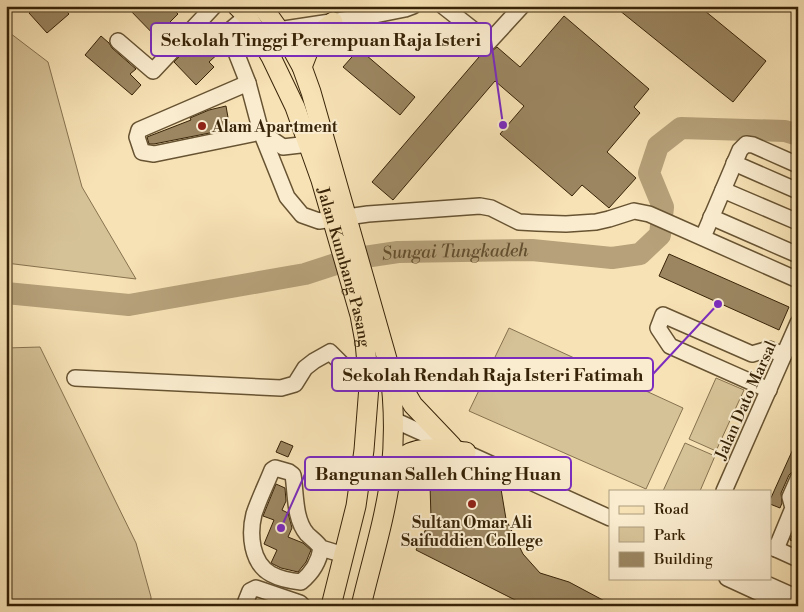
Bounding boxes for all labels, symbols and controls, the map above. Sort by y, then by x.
callout: Sekolah Tinggi Perempuan Raja Isteri [151,23,491,56]
text: Sekolah Tinggi Perempuan Raja Isteri [161,29,481,52]
place label: Alam Apartment [211,117,338,137]
marker: Alam Apartment [196,120,208,132]
street label: Jalan Kumbang Pasang [312,184,374,349]
water label: Sungai Tungkadeh [380,239,529,266]
street label: Jalan Dato Marsal [710,338,781,464]
callout: Sekolah Rendah Raja Isteri Fatimah [332,358,653,391]
text: Sekolah Rendah Raja Isteri Fatimah [343,364,643,387]
callout: Bangunan Salleh Ching Huan [305,457,571,490]
text: Bangunan Salleh Ching Huan [315,463,561,486]
legend [609,490,772,580]
marker: Sultan Omar Ali Saifuddien College [466,498,478,510]
text: Road [654,500,689,519]
place label: Sultan Omar Ali Saifuddien College [401,513,543,551]
text: Park [654,526,686,545]
text: Building [653,550,713,569]

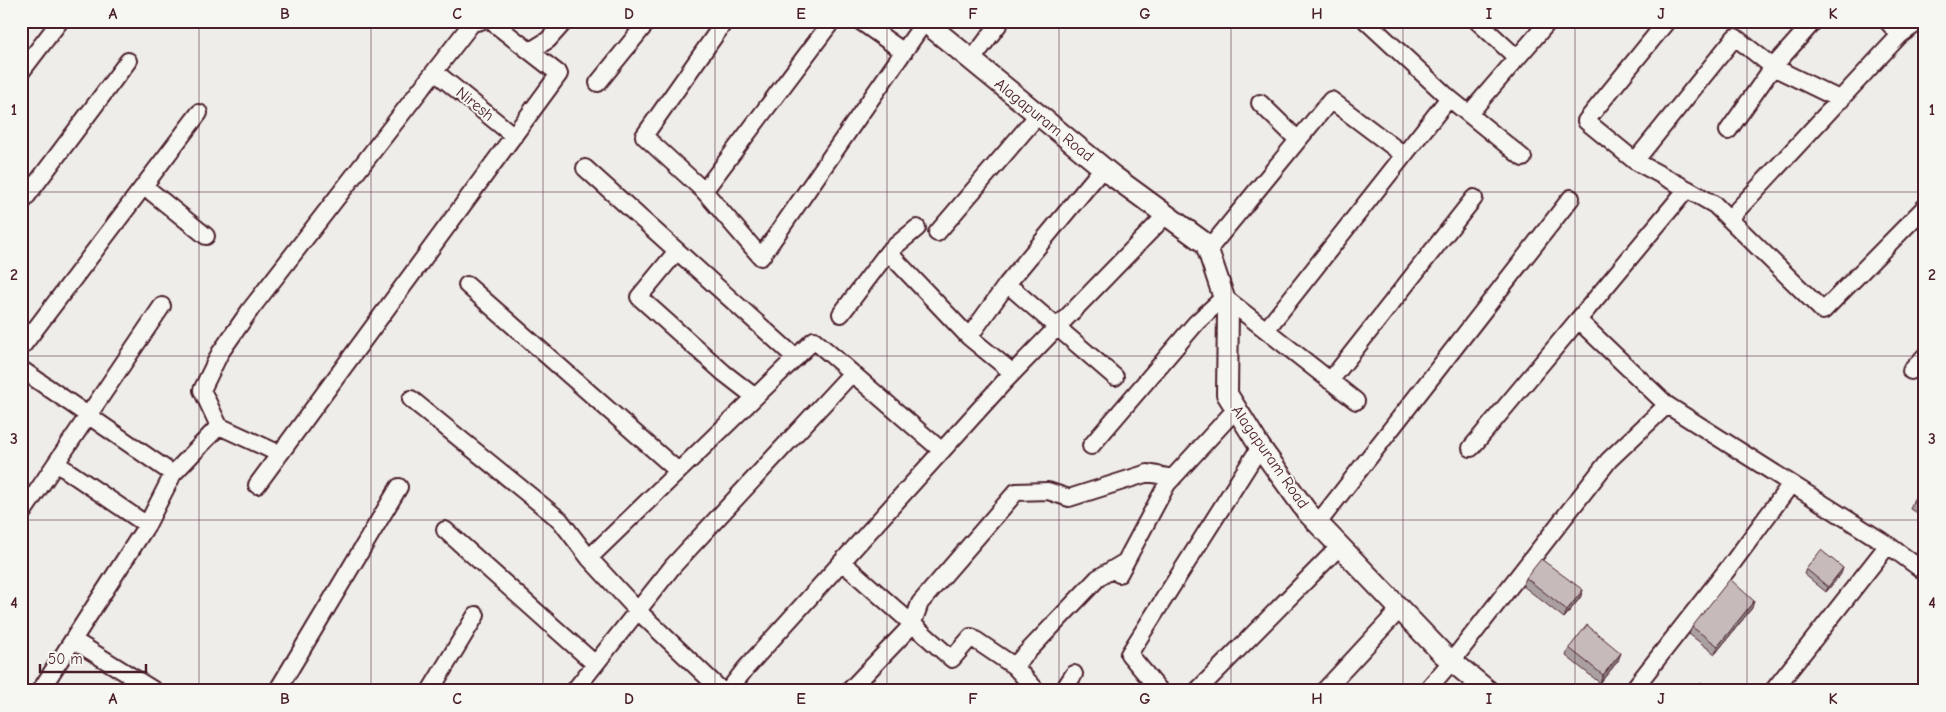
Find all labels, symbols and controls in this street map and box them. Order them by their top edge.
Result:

* * * *

• [Task description] Should any entry above carry a picture, omit it and repeat everything else word for word.

• [Result for this task]
Bounding boxes for all labels, symbols and controls, the map above. Sort by y, then by x.
callout: Sekolah Tinggi Perempuan Raja Isteri [151,23,491,56]
text: Sekolah Tinggi Perempuan Raja Isteri [161,29,481,52]
place label: Alam Apartment [211,117,338,137]
marker: Alam Apartment [196,120,208,132]
street label: Jalan Kumbang Pasang [312,184,374,349]
water label: Sungai Tungkadeh [380,239,529,266]
street label: Jalan Dato Marsal [710,338,781,464]
callout: Sekolah Rendah Raja Isteri Fatimah [332,358,653,391]
text: Sekolah Rendah Raja Isteri Fatimah [343,364,643,387]
callout: Bangunan Salleh Ching Huan [305,457,571,490]
text: Bangunan Salleh Ching Huan [315,463,561,486]
legend [609,490,772,580]
marker: Sultan Omar Ali Saifuddien College [466,498,478,510]
text: Road [654,500,689,519]
place label: Sultan Omar Ali Saifuddien College [401,513,543,551]
text: Park [654,526,686,545]
text: Building [653,550,713,569]

Find all labels, symbols and controls in this street map and box them. Order them by their top edge.
Result:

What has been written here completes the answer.